Last Update:2016-06-06 Source: Internet

Author: User

Developer on Alibaba Coud: Build your first app with APIs, SDKs, and tutorials on the Alibaba Cloud. Read more ＞

The recent tossing index engine and data statistics work a lot, and Python dictionary frequently dealing with, so that a copy of this aspect of the API usage and the pit law record.

The indexing engine works by inverted indexes, which in turn map the text contained in a document to the document; This algorithm does not have too many tricks to say, in order to increase efficiency, index data can be moved into memory, this method can effect Wang Xianzhi XI calligraphy, as long as the 18 machine memory full, then the basic will be successful. And the basic idea for a simple example, now has the following document (participle has been completed) and its inclusion of the keywords

  Doc_a: [Word_w, Word_x, word_y]  doc_b: [word_x, Word_z]  doc_c: [word_y]

Transform it to

  Word_w, [doc_a]  word_x, [Doc_a, Doc_b]  word_y, [Doc_a, Doc_c]  word_z, [Doc_b]

Written in Python code, it is

Doc_a = {' id ': ' A ', ' words ': [' word_w ', ' word_x ', ' word_y ']} Doc_b = {' id ': ' B ', ' Words ': [' word_x ', ' Word_z ']} doc_c = {' Id ': ' C ', ' Words ': [' word_y ']}  docs = [Doc_a, Doc_b, doc_c] indices = Dict () for  doc in docs: for   word in doc[ ' Words ':     if Word not in indices:       Indices[word] = []     indices[word].append (doc[' id '])  print Indices

But here's a little trick, which is to determine whether the current word is already in the index dictionary branch

If Word not in indices:   Indices[word] = []

Can be replaced by the Dict SetDefault (key, Default=none) interface. The function of this interface is, if key is in the dictionary, then say, take out the corresponding value; Otherwise, this key is created, and the default corresponding value is set. But in terms of design, I do not understand why the default value of None, does not seem to make much sense, if you really want to use this interface, the general will bring the default value it, as follows

For doc in docs:   for word in doc[' words ':     indices. SetDefault (Word, []). Append (doc[' id ')

This saves the branching and the code looks much less.
In some cases, however, SetDefault is not easy to use: When the default value is constructed very complex, or the default value has side effects, and a later case; The first two cases are word, that is, SetDefault does not apply to default scenarios where lazy evaluation is required. In other words, to take into account this need, SetDefault may be designed

def setdefault (self, Key, default_factory):   If key isn't in self:     self[key] = default_factory ()   return self[ Key

If this is true, then the code above should be changed to

For doc in docs:   for word in doc[' words ':     indices.setdefault (Word, list). Append (doc[' id '])

But there are actually other alternatives, which will be mentioned at the end.

If it's just an API flaw that you can foresee but may not actually encounter at all, here's a little bit of a face.
Consider now to carry out the word frequency statistics, that is, how many times a term appears in the article, if directly take Dict to write, roughly is

def word_count (words):   count = Dict ()   for word in words:     count.setdefault (Word, 0) + = 1  return count  print Word_count ([' Hiiragi ', ' Kagami ', ' Hiiragi ', ' Tukasa ', ' Yosimizu ', ' Kagami '])
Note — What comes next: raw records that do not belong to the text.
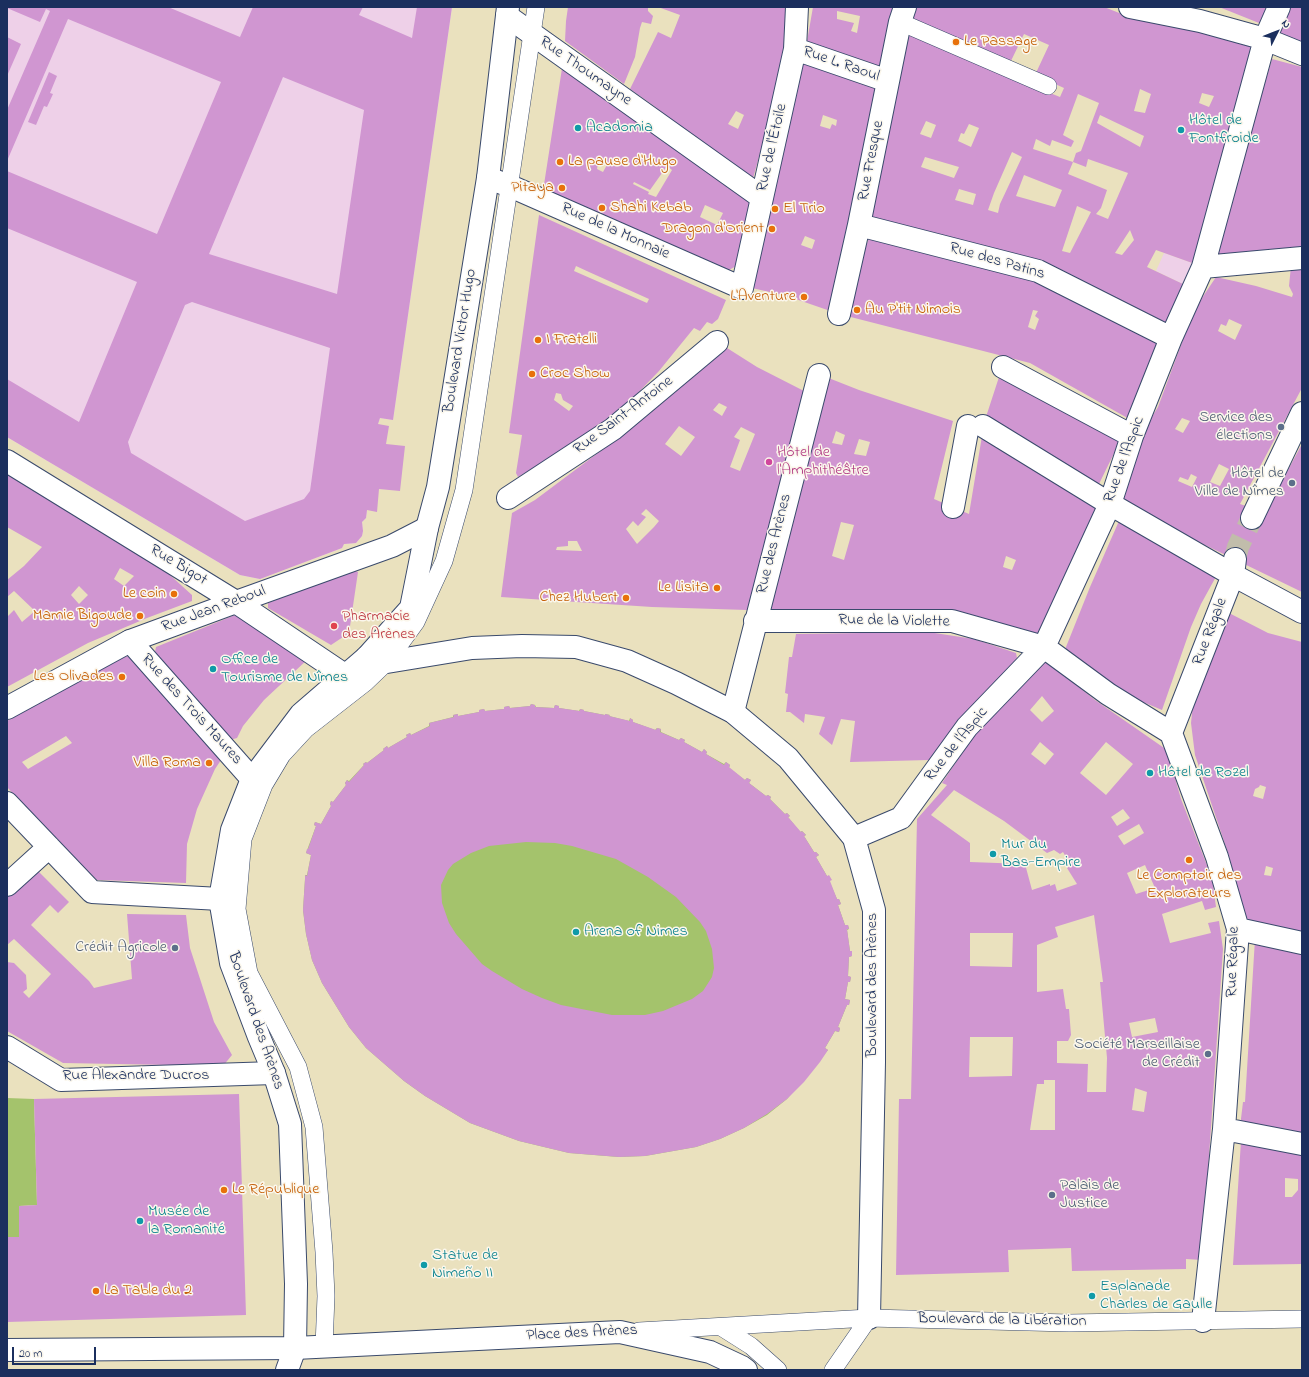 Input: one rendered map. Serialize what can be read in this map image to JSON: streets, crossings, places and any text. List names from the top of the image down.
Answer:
{
  "streets": {
    "street": [
      "Rue L. Raoul",
      "Rue Thoumayne",
      "Rue de l'Étoile",
      "Rue Fresque",
      "Rue de la Monnaie",
      "Rue des Patins",
      "Boulevard Victor Hugo",
      "Rue Saint-Antoine",
      "Rue de l'Aspic",
      "Rue des Arènes",
      "Rue Bigot",
      "Rue Jean Reboul",
      "Rue de la Violette",
      "Rue Régale",
      "Rue des Trois Maures",
      "Boulevard des Arènes",
      "Rue Alexandre Ducros",
      "Place des Arènes"
    ],
    "lane": ["Boulevard de la Libération"]
  },
  "crossings": [
    ["Rue L. Raoul", "Rue de l'Étoile"],
    ["Rue L. Raoul", "Rue Fresque"],
    ["Rue Thoumayne", "Rue de l'Étoile"],
    ["Rue Thoumayne", "Boulevard Victor Hugo"],
    ["Rue de l'Étoile", "Rue de la Monnaie"],
    ["Rue Fresque", "Rue des Patins"],
    ["Rue de la Monnaie", "Boulevard Victor Hugo"],
    ["Rue des Patins", "Rue de l'Aspic"],
    ["Boulevard Victor Hugo", "Rue Jean Reboul"],
    ["Boulevard Victor Hugo", "Boulevard des Arènes"],
    ["Boulevard Victor Hugo", "Place des Arènes"],
    ["Rue de l'Aspic", "Rue de la Violette"],
    ["Rue de l'Aspic", "Boulevard des Arènes"],
    ["Rue des Arènes", "Rue de la Violette"],
    ["Rue des Arènes", "Boulevard des Arènes"],
    ["Rue Bigot", "Rue Jean Reboul"],
    ["Rue Bigot", "Boulevard des Arènes"],
    ["Rue Jean Reboul", "Rue des Trois Maures"],
    ["Rue de la Violette", "Rue Régale"],
    ["Rue Régale", "Boulevard de la Libération"],
    ["Rue des Trois Maures", "Boulevard des Arènes"],
    ["Boulevard des Arènes", "Rue Alexandre Ducros"],
    ["Boulevard des Arènes", "Boulevard de la Libération"],
    ["Boulevard des Arènes", "Place des Arènes"],
    ["Boulevard de la Libération", "Place des Arènes"]
  ],
  "places": [
    "Le Passage",
    "Acadomia",
    "Hôtel de Fontfroide",
    "La pause d'Hugo",
    "Pitaya",
    "Shahi Kebab",
    "El Trio",
    "Dragon d'Orient",
    "L'Aventure",
    "Au P'tit Nimois",
    "I Fratelli",
    "Croc Show",
    "Service des élections",
    "Hôtel de l'Amphithéâtre",
    "Hôtel de Ville de Nîmes",
    "Le Lisita",
    "Le coin",
    "Chez Hubert",
    "Mamie Bigoude",
    "Pharmacie des Arènes",
    "Office de Tourisme de Nîmes",
    "Les Olivades",
    "Villa Roma",
    "Hôtel de Rozel",
    "Mur du Bas-Empire",
    "Le Comptoir des Explorateurs",
    "Arena of Nimes",
    "Crédit Agricole",
    "Société Marseillaise de Crédit",
    "Le République",
    "Palais de Justice",
    "Musée de la Romanité",
    "Statue de Nimeño II",
    "La Table du 2",
    "Esplanade Charles de Gaulle"
  ],
  "scale_bar": "20 m",
  "north": "top right"
}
When you run the above code with gusto, the code will throw the exception to the tip of your nose with a thunderbolt less than a face---because the count.setdefault (Word, 0) that appears to the left of the + = operator is not an lvalue in Python. How, now began to think about C 艹 type system of well.

Because Python equates the default literal constant {} to Dict (), the idea that dict is a silver bullet is not advisable; Python has a lot of data structure, to solve statistical problems, the ideal solution is to collections.defaultdict this class. The following code must have a glance to understand

From collections import Defaultdict  doc_a = {' id ': ' A ', ' words ': [' word_w ', ' word_x ', ' word_y ']} Doc_b = {' id ': ' B ', ' Words ': [' word_x ', ' Word_z ']} Doc_c = {' id ': ' C ', ' Words ': [' word_y ']}  docs = [Doc_a, Doc_b, doc_c] indices = Defaultd ICT (list) for  doc in docs: for   word in doc[' words ':     indices[word].append (doc[' id '))  print Indices  def word_count (words):   count = defaultdict (int) for   word in words:     Count[word] + = 1  return count< C11/>print word_count ([' Hiiragi ', ' Kagami ', ' Hiiragi ', ' Tukasa ', ' Yosimizu ', ' Kagami '])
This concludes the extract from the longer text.